И потому Мерри послали к Фарамиру, и в тот день они долго беседовали, и Фарамир узнал многое, гораздо больше, чем Мерри облек в слова. И подумал, что теперь понимает горе и тревогу Эовин Роханской. Наступил чудесный вечер, и Фарамир с Мерри прогуливались в саду, но она не пришла.
Однако наутро, выйдя из Домов Исцеления, Фарамир увидел девушку на стене – она стояла там, облаченная в белые, сверкающие на солнце одежды. И Фарамир окликнул ее, и Эовин спустилась, и они гуляли по траве и сидели под зелеными деревьями, иногда молча, иногда беседуя. И во все последующие дни они поступали так же. И глава Домов, глядя на них из окна, радовался, что у него, целителя, убавляется забот: хотя в те дни у каждого на сердце тяжким грузом лежали страх и дурные предчувствия, эти двое его подопечных день ото дня определенно крепли и набирались сил.

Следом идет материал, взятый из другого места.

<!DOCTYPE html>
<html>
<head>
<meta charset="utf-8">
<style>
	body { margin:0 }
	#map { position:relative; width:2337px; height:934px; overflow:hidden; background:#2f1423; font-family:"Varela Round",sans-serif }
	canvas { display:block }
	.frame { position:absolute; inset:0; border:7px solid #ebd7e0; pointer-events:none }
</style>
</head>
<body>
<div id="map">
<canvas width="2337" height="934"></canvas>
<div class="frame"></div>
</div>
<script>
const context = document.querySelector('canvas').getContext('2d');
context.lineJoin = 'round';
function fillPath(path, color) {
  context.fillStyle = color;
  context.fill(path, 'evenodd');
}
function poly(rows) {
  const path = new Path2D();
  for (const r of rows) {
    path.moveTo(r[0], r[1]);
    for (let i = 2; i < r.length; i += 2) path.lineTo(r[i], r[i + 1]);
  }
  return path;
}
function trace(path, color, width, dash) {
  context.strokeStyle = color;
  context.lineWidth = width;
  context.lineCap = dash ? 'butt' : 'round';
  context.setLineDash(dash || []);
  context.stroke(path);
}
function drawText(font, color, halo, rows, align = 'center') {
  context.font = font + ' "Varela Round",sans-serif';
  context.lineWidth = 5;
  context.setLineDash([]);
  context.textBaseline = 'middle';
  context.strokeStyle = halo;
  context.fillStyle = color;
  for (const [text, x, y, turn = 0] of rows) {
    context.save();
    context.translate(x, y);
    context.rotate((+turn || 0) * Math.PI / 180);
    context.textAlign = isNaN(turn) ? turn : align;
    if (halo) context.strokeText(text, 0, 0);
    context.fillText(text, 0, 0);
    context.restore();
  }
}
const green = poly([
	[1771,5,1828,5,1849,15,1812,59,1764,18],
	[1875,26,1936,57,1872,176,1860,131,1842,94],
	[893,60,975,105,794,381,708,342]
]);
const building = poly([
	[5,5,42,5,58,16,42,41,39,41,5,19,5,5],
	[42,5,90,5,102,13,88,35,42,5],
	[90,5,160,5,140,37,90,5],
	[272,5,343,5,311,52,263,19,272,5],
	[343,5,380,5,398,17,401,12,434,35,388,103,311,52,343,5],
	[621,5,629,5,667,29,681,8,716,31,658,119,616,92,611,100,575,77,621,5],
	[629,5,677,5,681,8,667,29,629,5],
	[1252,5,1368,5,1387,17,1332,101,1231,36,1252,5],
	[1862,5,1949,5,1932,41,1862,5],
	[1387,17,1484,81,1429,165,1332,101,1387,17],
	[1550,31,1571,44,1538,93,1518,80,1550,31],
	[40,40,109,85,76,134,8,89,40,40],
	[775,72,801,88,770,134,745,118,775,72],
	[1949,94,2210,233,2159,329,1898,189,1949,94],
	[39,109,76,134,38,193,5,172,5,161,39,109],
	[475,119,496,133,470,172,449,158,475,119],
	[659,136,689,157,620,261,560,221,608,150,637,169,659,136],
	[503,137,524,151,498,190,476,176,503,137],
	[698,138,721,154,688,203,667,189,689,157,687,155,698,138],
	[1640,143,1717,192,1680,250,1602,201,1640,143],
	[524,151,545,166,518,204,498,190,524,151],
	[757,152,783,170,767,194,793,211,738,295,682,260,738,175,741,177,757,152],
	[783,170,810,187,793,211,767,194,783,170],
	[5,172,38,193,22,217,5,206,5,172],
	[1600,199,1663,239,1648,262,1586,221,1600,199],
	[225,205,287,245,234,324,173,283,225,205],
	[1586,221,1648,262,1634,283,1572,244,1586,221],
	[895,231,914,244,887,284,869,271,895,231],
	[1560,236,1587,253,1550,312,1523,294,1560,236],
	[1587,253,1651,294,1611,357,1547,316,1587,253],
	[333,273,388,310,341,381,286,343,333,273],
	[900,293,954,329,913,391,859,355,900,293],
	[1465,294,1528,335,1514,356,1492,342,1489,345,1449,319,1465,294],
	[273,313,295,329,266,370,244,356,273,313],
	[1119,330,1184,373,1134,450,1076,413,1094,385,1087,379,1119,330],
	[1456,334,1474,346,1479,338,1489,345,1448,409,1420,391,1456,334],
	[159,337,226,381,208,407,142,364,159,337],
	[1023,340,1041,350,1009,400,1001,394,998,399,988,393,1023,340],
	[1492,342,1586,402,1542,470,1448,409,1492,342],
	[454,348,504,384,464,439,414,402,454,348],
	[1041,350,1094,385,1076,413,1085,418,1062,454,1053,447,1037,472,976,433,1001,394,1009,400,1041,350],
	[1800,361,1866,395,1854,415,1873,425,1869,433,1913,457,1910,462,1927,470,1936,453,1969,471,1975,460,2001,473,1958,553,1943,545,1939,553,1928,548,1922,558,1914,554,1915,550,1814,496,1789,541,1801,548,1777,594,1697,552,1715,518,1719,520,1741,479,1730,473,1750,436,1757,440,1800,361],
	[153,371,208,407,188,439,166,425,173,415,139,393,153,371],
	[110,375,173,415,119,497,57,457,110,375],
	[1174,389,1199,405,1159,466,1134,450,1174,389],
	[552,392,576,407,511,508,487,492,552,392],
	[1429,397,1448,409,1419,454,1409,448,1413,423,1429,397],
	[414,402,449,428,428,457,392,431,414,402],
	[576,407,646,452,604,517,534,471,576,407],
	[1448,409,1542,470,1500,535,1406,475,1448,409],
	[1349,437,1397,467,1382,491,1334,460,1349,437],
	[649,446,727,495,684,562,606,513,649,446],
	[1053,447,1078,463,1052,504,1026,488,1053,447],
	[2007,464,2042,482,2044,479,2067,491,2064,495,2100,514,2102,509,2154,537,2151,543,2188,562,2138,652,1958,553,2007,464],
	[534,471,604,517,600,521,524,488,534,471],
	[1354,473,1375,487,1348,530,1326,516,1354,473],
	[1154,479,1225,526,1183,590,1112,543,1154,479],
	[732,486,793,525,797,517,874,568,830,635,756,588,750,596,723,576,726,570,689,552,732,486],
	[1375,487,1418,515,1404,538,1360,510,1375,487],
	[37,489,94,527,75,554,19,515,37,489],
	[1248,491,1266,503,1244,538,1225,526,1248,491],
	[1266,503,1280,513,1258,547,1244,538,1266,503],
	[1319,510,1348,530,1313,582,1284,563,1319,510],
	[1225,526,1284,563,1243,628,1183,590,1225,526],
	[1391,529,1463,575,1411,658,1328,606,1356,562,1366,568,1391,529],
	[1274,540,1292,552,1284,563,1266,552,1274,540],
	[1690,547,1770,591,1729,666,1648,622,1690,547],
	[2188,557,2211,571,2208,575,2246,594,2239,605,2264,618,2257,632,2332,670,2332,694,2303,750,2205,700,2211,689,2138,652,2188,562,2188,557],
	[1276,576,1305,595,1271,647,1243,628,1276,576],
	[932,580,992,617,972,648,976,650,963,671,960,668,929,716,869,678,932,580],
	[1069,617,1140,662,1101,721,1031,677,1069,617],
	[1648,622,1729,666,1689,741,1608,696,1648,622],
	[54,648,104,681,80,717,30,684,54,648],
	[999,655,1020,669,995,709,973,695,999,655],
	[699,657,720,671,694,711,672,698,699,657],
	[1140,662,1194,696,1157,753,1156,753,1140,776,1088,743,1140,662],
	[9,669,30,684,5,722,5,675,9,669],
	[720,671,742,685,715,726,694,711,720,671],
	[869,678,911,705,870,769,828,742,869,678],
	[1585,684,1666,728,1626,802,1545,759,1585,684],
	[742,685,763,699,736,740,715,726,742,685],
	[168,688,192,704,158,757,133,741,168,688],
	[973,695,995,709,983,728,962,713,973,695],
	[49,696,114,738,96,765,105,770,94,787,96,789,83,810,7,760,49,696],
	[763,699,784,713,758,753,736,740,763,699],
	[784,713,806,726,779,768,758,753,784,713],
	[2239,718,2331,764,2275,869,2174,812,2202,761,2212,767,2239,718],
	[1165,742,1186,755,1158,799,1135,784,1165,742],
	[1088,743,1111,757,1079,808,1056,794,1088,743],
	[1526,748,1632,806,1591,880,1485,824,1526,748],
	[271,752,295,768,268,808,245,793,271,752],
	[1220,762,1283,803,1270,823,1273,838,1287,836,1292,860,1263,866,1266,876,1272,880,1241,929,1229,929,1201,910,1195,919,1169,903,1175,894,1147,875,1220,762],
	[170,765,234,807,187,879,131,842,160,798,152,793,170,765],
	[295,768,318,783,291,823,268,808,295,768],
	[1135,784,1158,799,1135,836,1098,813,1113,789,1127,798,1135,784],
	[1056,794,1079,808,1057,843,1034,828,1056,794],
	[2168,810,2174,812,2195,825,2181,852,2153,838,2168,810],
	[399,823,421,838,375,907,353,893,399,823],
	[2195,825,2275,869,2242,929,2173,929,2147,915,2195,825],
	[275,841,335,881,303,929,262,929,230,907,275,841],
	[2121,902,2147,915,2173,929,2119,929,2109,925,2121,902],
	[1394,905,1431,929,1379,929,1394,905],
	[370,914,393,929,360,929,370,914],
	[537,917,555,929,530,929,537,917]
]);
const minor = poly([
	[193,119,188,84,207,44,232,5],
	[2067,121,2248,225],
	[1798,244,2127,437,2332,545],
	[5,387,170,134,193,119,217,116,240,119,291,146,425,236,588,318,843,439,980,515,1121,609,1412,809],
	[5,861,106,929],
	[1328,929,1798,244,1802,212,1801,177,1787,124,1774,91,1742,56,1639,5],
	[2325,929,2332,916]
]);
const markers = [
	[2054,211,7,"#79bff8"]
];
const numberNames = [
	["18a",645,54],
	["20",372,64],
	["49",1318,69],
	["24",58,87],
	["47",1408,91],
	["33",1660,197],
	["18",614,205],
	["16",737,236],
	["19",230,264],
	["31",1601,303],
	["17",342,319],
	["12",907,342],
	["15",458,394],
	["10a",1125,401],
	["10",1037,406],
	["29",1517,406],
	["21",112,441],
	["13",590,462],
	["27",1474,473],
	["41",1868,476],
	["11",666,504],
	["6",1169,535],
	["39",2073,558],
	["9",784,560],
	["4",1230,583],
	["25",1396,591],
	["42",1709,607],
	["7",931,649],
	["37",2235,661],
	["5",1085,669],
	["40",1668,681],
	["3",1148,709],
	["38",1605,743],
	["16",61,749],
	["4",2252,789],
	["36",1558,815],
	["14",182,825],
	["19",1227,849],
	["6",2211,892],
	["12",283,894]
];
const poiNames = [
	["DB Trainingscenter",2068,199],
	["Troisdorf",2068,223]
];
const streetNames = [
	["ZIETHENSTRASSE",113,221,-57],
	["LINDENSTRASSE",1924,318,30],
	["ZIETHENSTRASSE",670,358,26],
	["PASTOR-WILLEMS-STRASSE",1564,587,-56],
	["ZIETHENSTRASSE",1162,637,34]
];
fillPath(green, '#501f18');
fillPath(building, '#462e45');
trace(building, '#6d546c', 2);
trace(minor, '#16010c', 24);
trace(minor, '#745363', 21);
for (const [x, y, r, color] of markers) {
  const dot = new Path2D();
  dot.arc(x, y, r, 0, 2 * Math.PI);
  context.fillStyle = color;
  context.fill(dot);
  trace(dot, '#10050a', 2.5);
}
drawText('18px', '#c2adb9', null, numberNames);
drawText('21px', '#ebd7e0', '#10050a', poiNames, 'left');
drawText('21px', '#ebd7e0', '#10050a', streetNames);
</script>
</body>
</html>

И вот наступил пятый день с тех пор, как Эовин впервые пришла к Фарамиру. Они вновь стояли вместе на городской стене и смотрели вдаль. Новостей по-прежнему не было, и сердца сжимались от мрачных предчувствий. Погода тоже испортилась. Было холодно. Ночью поднялся резкий северный ветер, он дул все сильнее, но земля вокруг города казалась серой и унылой.
Молодые люди были тепло одеты, в теплых плащах, а поверх всего благородную Эовин укрывала просторная синяя накидка цвета летней ночи, усаженная по подолу и вороту серебряными звездами. Фарамир послал за этой накидкой, и укутал в нее Эовин, и думал – вот она стоит здесь рядом со мной, прекрасная и гордая, как королева. Накидка эта, изготовленная для матери Фарамира, безвременно почившей Финдуилас Амротской, была для молодого человека смутным напоминанием о далеких прекрасных днях и о первом большом горе и потому показалась ему под стать красоте и печали девушки.
Вдруг Эовин вздрогнула под звездчатой накидкой и посмотрела на север, за серые земли, туда, где зарождался холодный ветер и далекое небо было неласковым и ясным.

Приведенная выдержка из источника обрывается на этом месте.